Google Homeとobnizで部屋の電気をON/OFFする

2019年2月16日 追記 package.jsonを追記しました。

2018年12月29日 追記
obniz単体だとエンドポイントを作れないと思っていたので、RunKitでエンドポイントを作っていたのですが、実際はobniz単体でも、Event機能でWebhookを選択すればエンドポイントを作れました。失礼しました。訂正します。


この記事はobniz Advent Calendar 2018 10日目の記事です。

obnizとサーボモータで部屋の電気をON/OFFできるようにして、Google Homeから音声操作できるようにしました。 まずは動画をご覧ください。スマート電球を使わず物理的にスイッチを叩いて電気をON/OFFしている様子がお分りいただけると思います。
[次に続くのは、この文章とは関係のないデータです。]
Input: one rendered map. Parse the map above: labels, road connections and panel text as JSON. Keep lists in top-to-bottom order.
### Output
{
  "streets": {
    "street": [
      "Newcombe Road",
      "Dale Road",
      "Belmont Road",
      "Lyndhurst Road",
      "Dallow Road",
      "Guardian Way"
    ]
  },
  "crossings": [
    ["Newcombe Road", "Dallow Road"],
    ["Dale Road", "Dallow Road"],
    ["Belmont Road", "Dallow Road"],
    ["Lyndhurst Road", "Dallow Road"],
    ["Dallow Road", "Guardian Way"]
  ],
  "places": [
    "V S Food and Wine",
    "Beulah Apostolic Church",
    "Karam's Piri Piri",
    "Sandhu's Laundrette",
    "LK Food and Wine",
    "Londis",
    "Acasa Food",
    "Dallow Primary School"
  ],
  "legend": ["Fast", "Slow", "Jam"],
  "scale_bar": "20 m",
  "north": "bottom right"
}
(カメラのライトをつけているので明るさはあまり変わってませんが。)


Google Homeとobnizで部屋の電気をON/OFFする

私はこれまで電子工作もVUIアプリ開発もほとんど経験がなかったのですが、obnizのハンズオンに参加して「こりゃ簡単すぎて自分でも何か作らなきゃ嘘だぜ」と思ってこのアプリを作りました。
電子工作、VUIアプリ開発の双方でたくさん学びがあったので、この記事では実施した内容とそこで得たノウハウを順を追って書いていきます。この記事が、私のような初心者の方の参考になれば幸いです。
記事は「1. 準備編」「2. 実装編」「3. 運用編」の3部構成です。

1. 準備編

今回使ったものはGoogle Home mini, obniz, サーボモータ, スイッチカバーです。

1-1. obnizとサーボモータの接続

アプリ開発の第一歩。張り切ってobnizとサーボモータを接続しよう!としたところ、接続部分が受け口と受け口で付けられませんでした。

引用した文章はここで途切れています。